Eurostar 373211/373212 on LGV Interconnexion Est, near Chennevières-lès-Louvres, Val d'Oise, France

All Class 373 sets were built as tri-voltage, able to operate on 25 kV 50 Hz AC (LGVs, Eurotunnel, High Speed 1, UK overhead electrified lines) and 3 kV DC (Belgian classic lines) using pantographs, and 750 V DC (UK third rail network) using third-rail pickup shoes. The shoes were retracted when switching to overhead power.[36] After the opening of High Speed 1 in 2007, overhead electrification is used throughout and the third rail shoes had been removed. Five of the SNCF-owned sets are quadri-voltage, able to operate from 1,500 V DC (French lignes classiques) in the south of France, used on London-Avignon and ski services.

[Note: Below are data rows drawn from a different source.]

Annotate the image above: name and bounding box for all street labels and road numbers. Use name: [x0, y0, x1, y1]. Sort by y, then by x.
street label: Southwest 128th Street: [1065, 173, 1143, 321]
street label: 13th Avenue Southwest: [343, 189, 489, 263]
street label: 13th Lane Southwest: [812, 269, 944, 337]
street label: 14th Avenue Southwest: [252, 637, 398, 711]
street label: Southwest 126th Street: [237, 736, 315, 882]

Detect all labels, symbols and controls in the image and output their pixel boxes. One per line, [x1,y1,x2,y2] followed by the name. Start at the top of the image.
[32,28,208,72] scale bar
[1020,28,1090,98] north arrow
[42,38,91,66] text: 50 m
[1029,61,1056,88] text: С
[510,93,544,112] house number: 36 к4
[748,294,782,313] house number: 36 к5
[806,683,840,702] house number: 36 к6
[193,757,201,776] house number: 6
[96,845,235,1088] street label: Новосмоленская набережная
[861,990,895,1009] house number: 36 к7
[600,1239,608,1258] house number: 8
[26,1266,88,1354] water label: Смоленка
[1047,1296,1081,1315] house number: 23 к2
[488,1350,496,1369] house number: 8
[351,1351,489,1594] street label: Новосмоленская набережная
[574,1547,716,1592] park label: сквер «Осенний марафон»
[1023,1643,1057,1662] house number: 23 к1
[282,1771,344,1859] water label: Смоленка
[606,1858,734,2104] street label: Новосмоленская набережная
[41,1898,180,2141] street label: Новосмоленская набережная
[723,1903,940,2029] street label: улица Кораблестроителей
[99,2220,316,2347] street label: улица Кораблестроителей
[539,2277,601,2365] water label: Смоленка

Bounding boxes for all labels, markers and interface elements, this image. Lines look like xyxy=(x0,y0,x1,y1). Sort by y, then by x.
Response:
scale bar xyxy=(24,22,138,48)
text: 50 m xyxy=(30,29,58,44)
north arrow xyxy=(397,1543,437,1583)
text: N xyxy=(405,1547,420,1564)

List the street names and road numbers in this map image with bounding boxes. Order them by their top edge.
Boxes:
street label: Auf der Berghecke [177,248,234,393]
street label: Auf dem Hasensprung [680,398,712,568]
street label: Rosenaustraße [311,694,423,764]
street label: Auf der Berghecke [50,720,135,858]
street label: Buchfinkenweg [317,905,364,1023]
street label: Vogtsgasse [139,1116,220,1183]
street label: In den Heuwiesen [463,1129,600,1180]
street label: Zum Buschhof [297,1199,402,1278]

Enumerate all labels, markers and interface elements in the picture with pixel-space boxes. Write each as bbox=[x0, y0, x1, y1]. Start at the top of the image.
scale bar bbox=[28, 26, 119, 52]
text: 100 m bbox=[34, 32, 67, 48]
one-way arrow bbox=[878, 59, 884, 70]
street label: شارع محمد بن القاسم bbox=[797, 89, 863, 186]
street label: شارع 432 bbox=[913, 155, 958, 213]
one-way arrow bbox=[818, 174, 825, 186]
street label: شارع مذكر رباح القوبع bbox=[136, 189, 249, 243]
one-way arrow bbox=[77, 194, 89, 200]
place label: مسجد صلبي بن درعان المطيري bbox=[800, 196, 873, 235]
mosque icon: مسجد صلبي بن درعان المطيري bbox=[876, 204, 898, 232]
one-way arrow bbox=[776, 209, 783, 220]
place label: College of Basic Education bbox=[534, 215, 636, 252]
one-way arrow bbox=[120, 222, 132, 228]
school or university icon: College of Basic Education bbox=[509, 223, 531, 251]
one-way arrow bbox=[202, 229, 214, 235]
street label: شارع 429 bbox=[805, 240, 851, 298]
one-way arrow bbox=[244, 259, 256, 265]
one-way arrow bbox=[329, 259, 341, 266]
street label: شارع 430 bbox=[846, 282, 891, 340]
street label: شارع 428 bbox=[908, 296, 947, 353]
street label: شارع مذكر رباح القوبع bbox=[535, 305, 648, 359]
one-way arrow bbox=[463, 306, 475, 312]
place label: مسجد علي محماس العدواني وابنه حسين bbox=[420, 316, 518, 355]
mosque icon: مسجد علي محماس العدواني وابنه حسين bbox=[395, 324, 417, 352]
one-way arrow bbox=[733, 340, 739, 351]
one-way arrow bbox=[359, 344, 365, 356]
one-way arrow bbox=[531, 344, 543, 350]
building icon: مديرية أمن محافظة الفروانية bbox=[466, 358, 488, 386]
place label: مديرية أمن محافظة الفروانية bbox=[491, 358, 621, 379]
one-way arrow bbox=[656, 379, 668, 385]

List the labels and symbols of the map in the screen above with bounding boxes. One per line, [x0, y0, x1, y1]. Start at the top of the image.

A Class 373 passes Herne Hill; from 1994 until 2007, Eurostar ran its services to and from London Waterloo/Waterloo International, using the third rail network in Southern England

The trains are powered by asynchronous traction motors. There are four powered axles in each power car and two powered axles in the outer bogie of the front passenger coach (a layout used on the original SNCF TGV Sud-Est (PSE) sets) giving 12 powered axles. Each set draws up to 16MW with 12 MW (16,000 hp) of traction power, but the lowest power-to-weight ratio in the TGV family.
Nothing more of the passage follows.